TASK PROMPT: Total the lines of the listing below that hold the word "details". Output nothing except that number.

DATASET RECORDS:
═══

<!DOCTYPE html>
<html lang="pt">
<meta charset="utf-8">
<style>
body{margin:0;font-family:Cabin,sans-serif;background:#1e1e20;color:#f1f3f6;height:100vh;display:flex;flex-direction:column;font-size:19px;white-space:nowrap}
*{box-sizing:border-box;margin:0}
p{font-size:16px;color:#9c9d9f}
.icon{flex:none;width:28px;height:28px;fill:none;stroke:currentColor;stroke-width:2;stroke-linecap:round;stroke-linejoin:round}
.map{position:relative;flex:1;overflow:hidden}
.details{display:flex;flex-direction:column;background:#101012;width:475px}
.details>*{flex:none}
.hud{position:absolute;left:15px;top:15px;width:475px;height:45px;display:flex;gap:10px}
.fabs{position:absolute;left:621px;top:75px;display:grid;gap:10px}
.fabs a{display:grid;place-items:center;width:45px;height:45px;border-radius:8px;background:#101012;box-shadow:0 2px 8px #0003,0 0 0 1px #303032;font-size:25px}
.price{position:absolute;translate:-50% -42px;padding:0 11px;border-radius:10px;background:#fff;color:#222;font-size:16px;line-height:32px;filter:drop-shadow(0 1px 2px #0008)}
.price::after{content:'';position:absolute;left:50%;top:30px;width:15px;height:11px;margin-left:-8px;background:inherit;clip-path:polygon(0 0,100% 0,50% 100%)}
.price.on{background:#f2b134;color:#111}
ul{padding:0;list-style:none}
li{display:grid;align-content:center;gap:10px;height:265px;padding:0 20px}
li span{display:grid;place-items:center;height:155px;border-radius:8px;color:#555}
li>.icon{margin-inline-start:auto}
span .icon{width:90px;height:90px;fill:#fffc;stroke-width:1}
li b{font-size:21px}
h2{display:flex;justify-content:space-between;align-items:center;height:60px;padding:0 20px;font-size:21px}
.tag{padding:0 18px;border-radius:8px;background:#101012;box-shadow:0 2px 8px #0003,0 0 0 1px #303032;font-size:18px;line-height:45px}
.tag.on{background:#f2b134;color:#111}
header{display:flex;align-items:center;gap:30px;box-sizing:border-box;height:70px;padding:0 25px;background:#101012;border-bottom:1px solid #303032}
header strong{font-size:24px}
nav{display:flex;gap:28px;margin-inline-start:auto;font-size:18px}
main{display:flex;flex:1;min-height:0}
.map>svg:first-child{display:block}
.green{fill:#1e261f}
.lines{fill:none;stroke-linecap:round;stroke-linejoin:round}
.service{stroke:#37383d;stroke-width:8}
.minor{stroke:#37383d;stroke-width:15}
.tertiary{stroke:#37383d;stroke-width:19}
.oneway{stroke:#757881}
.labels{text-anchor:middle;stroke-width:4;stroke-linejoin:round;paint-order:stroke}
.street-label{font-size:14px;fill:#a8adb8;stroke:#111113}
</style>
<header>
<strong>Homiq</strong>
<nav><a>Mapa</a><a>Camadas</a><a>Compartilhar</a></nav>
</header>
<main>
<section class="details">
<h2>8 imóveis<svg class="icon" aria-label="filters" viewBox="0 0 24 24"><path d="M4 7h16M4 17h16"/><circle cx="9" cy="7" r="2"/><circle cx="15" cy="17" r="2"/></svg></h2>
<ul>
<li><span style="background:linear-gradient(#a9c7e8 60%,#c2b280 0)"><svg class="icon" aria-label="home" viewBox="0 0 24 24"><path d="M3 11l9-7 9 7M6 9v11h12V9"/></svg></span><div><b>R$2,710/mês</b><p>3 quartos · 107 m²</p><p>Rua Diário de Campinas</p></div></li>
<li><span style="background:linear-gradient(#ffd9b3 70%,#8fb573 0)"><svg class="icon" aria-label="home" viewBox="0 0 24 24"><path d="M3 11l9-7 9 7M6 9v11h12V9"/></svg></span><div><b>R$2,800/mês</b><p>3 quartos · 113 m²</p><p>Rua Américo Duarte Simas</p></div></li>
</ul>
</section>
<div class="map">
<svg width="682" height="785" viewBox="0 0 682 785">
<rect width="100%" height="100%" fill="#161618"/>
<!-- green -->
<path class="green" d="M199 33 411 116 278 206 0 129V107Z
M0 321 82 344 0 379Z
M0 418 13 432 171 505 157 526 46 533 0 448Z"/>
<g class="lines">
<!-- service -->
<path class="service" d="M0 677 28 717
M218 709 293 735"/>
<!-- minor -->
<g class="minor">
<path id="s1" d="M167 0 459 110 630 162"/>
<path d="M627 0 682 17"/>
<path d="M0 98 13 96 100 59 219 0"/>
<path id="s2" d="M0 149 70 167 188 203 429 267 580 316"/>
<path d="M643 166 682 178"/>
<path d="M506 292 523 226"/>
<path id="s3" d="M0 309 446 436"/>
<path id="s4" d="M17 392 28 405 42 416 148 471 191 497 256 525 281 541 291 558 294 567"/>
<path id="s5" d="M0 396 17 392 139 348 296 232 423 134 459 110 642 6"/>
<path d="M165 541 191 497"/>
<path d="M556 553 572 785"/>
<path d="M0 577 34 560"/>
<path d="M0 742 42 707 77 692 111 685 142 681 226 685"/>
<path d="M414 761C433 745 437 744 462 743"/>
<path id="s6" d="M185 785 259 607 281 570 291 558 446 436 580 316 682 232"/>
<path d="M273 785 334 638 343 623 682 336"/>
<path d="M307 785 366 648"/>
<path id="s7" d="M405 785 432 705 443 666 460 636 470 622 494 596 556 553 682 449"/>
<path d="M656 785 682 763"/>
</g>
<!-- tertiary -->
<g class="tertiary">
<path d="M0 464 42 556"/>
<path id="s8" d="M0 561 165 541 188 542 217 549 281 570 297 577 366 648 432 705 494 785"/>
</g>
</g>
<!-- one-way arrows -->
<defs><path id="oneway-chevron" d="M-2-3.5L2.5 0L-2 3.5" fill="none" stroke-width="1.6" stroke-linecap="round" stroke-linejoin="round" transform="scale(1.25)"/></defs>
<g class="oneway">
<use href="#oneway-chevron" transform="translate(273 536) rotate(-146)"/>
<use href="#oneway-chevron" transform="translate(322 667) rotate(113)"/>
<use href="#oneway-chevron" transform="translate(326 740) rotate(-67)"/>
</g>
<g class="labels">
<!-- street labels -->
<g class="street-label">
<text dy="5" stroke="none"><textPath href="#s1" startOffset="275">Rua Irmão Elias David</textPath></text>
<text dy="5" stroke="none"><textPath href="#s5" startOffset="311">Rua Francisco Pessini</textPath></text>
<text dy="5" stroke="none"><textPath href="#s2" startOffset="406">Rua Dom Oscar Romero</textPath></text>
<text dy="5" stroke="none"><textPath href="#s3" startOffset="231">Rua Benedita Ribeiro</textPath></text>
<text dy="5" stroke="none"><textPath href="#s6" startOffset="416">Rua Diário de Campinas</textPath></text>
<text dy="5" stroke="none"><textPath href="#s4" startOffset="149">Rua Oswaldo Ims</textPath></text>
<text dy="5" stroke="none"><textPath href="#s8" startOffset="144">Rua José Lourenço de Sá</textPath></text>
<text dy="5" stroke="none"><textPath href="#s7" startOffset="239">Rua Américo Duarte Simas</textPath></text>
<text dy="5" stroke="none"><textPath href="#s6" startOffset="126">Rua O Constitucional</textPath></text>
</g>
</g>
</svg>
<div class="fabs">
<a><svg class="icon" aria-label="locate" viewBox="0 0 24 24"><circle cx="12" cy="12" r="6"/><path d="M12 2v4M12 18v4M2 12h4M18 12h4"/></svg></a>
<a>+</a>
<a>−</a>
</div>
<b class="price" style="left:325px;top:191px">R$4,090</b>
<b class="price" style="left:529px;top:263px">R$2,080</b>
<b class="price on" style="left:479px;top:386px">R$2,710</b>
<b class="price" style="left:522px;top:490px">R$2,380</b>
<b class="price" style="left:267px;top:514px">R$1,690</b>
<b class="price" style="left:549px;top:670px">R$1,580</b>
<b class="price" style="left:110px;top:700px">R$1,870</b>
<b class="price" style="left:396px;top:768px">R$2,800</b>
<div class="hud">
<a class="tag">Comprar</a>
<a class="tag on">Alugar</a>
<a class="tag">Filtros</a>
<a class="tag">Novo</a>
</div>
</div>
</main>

═══

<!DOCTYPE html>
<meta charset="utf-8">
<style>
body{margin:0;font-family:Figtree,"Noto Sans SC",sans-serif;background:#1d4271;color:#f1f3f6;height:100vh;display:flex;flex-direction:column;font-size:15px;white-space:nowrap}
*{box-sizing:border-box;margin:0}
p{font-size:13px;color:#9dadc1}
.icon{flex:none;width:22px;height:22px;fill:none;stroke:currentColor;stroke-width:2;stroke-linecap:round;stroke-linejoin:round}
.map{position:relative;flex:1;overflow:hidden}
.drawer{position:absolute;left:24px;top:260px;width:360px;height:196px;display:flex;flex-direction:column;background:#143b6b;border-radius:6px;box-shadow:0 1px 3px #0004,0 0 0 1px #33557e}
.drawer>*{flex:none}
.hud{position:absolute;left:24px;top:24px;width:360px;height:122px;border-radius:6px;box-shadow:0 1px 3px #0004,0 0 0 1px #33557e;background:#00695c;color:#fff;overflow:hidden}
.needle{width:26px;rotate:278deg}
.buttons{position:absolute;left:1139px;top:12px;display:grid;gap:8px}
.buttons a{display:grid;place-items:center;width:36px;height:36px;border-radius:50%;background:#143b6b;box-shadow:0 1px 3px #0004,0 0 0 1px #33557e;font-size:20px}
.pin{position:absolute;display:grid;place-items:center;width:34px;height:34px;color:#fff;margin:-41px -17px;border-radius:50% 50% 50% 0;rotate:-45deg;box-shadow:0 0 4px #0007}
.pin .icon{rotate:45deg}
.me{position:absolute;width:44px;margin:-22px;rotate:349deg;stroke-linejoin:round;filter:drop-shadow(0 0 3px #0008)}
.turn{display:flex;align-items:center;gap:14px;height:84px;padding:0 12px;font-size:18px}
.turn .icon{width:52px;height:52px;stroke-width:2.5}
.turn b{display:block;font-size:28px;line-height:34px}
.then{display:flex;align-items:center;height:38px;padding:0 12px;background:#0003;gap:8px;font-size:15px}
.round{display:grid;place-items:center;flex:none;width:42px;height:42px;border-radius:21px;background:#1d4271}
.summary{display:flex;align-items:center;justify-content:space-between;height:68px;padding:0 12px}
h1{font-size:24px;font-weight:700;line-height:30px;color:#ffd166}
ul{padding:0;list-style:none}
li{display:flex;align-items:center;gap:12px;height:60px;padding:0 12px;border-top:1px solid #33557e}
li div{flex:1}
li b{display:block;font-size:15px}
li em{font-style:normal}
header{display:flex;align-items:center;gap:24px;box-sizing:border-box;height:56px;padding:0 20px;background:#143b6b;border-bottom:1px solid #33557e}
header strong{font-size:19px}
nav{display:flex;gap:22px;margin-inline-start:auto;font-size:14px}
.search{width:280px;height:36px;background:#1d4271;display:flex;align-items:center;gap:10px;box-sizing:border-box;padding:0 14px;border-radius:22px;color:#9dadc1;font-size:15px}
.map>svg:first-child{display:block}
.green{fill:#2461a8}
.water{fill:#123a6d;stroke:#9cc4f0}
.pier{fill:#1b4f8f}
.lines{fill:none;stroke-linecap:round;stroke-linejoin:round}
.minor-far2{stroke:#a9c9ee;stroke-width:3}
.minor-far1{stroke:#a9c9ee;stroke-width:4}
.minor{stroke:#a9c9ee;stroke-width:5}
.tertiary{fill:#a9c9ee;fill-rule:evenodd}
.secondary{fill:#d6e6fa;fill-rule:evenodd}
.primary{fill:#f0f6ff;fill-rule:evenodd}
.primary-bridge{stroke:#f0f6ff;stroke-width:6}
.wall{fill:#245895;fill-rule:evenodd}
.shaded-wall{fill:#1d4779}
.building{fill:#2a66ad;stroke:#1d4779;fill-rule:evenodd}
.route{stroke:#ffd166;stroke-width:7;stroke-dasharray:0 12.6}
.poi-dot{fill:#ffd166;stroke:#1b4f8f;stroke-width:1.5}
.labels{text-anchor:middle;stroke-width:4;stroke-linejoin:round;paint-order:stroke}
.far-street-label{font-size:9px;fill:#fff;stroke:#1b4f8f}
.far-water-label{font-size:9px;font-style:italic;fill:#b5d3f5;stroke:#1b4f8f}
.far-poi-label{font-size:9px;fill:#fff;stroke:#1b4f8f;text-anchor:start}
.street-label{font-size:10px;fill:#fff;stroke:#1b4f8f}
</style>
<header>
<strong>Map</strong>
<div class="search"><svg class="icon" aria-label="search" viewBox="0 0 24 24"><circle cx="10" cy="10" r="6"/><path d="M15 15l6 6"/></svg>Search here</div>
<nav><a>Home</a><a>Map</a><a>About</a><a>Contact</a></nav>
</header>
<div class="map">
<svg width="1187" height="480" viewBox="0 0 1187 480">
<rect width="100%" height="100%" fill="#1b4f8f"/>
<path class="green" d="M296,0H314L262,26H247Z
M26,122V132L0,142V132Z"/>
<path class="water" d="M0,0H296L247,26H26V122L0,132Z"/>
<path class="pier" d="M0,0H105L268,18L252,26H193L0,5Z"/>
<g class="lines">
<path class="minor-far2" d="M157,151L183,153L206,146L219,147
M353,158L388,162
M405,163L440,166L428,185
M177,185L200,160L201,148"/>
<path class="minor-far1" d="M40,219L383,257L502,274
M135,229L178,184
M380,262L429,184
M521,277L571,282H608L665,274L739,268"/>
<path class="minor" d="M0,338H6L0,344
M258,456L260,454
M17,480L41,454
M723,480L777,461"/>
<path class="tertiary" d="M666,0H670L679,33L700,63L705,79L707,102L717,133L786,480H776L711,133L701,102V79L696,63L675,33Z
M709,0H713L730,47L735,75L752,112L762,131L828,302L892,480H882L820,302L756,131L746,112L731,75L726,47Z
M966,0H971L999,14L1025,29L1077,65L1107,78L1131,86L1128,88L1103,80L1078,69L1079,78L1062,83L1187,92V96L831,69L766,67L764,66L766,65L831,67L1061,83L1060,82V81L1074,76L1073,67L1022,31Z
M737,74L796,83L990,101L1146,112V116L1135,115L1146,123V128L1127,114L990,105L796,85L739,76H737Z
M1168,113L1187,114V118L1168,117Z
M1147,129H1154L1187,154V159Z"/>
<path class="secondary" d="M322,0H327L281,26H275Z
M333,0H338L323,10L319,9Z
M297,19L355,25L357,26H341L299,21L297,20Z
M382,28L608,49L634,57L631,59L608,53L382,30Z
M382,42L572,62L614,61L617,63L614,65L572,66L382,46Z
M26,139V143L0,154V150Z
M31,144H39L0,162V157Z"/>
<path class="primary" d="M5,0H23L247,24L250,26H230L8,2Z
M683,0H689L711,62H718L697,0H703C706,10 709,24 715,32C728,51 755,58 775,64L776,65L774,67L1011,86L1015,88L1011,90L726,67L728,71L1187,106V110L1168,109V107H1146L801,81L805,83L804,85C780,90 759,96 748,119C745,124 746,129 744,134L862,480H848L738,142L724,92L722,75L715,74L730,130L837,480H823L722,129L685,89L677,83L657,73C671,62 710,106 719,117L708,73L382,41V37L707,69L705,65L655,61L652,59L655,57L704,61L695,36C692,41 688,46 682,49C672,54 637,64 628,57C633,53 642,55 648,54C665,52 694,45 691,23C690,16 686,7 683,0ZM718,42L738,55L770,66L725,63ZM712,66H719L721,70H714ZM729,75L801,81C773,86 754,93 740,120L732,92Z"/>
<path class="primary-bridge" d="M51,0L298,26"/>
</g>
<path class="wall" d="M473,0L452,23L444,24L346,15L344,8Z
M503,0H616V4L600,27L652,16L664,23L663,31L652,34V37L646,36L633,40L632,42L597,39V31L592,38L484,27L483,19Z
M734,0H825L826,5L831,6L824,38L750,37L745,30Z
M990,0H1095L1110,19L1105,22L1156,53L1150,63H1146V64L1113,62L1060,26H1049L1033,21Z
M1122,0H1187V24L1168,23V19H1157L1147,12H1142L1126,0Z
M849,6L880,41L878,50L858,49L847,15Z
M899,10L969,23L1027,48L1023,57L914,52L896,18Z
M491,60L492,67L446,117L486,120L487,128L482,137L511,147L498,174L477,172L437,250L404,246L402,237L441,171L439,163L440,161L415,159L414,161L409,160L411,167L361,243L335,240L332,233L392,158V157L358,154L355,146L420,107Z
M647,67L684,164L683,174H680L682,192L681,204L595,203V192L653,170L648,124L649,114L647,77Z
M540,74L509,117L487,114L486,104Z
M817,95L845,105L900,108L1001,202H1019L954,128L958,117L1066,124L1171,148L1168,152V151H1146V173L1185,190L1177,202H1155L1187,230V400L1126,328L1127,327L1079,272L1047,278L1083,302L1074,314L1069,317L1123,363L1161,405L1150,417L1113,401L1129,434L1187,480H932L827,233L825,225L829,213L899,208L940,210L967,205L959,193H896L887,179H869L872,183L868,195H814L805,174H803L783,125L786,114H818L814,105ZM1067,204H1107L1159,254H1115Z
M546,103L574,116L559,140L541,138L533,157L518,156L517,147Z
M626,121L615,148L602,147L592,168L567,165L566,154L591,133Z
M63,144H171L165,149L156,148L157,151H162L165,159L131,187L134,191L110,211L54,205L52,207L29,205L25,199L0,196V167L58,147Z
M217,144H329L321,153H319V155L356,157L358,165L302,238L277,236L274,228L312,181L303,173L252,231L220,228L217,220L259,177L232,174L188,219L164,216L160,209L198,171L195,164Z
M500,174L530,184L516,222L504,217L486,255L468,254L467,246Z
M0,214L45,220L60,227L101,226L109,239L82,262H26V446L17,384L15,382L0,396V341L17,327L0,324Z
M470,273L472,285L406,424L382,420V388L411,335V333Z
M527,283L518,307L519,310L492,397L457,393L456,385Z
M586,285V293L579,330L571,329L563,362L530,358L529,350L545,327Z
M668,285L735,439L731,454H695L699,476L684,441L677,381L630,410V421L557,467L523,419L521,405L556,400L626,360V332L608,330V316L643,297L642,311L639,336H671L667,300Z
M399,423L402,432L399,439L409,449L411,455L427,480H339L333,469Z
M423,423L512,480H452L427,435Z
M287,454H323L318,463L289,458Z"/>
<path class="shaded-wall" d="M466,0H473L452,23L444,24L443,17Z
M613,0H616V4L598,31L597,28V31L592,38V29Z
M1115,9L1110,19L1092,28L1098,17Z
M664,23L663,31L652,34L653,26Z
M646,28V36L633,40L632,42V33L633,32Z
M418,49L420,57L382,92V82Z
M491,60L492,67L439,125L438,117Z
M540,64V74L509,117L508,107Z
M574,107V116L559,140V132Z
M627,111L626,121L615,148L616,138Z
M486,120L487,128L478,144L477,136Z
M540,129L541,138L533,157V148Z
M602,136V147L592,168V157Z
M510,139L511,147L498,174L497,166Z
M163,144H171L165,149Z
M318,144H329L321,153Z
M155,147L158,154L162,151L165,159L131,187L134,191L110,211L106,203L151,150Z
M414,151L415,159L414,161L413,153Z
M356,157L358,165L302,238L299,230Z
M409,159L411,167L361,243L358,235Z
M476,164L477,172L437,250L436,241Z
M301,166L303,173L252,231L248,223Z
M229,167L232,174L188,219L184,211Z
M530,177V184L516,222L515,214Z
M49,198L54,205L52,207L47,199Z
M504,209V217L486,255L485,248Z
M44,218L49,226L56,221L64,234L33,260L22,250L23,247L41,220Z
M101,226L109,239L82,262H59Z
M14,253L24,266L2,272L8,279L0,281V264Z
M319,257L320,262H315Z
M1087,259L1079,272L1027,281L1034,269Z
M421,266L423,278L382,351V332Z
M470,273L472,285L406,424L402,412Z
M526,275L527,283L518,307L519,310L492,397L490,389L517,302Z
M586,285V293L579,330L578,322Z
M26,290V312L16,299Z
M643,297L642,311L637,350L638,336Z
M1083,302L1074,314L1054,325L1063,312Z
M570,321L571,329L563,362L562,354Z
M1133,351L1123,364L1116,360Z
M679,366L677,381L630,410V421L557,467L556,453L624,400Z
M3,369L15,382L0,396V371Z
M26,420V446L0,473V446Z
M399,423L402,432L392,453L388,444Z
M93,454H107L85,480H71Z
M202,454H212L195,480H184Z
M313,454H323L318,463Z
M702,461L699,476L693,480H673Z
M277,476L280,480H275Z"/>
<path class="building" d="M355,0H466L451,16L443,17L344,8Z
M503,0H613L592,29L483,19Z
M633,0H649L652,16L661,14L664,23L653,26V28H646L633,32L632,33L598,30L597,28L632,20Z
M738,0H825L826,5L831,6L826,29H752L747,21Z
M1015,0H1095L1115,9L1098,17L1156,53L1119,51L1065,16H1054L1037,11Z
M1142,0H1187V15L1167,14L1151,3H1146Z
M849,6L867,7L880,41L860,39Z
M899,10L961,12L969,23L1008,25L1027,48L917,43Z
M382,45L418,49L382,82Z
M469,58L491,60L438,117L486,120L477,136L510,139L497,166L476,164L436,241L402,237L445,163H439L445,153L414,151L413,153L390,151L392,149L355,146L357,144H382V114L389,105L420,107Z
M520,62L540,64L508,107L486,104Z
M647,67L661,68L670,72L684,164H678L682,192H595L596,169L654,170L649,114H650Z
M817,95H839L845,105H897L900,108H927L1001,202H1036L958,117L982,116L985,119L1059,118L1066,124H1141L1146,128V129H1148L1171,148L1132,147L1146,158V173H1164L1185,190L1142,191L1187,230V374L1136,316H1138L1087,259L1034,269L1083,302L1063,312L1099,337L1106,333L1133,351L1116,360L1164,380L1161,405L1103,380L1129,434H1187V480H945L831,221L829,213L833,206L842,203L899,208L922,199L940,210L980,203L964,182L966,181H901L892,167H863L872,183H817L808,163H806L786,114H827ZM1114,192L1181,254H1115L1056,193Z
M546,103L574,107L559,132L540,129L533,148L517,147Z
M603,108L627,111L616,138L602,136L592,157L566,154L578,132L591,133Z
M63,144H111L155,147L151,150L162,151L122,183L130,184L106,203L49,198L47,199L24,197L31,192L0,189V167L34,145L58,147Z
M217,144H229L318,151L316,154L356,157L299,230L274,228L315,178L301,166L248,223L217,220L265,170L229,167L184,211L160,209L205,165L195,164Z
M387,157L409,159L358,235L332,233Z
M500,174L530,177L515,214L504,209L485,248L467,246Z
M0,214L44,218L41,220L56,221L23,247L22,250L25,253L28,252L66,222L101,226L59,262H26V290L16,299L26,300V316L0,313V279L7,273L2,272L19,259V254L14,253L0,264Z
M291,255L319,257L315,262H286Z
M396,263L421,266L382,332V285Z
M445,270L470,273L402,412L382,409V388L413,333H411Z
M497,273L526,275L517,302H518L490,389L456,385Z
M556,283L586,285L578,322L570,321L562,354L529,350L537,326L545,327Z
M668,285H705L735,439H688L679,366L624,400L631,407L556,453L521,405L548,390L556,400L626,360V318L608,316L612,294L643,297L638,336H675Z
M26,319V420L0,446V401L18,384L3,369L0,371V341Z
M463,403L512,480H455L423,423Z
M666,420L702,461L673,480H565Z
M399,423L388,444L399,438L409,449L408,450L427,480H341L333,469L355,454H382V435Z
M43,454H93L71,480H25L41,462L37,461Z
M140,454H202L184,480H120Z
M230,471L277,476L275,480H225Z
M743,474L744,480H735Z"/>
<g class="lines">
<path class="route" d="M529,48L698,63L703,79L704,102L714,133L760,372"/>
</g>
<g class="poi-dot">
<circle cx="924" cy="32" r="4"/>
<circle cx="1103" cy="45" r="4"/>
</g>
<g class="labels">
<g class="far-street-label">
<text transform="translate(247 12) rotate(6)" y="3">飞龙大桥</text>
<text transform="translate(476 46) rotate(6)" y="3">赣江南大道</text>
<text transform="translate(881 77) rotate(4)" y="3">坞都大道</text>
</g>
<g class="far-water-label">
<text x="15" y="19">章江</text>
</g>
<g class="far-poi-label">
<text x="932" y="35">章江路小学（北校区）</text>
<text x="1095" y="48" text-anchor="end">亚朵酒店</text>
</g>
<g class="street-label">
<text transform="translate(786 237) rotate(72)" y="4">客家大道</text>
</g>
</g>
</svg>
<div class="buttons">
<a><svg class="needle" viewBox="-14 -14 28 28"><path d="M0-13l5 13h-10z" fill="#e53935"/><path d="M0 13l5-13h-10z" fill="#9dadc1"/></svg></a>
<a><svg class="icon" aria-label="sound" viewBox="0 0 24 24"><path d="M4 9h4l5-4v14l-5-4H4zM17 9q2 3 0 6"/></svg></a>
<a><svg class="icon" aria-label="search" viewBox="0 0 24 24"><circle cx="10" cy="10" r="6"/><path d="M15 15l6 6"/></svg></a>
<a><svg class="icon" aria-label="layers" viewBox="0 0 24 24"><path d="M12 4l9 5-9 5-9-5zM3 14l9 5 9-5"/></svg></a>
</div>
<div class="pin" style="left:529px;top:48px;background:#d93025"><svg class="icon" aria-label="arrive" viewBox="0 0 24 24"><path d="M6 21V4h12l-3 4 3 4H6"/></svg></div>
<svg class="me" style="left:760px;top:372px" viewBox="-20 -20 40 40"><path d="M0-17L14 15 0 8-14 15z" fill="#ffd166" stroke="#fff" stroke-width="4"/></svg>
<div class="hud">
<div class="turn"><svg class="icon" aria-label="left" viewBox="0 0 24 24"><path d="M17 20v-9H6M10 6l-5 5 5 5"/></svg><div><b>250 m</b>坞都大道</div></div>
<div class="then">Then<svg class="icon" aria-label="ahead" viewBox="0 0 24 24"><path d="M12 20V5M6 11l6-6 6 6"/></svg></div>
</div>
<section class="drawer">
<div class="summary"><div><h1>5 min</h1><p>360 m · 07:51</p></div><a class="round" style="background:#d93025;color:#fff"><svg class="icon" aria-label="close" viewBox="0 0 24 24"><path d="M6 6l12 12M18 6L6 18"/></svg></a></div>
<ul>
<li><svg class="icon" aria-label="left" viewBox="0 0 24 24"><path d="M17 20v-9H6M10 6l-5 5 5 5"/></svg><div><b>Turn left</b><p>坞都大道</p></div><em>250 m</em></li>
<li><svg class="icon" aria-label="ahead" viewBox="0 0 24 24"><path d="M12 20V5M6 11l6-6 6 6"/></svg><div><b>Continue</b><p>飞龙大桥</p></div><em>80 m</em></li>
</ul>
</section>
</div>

═══

TASK ANSWER: 3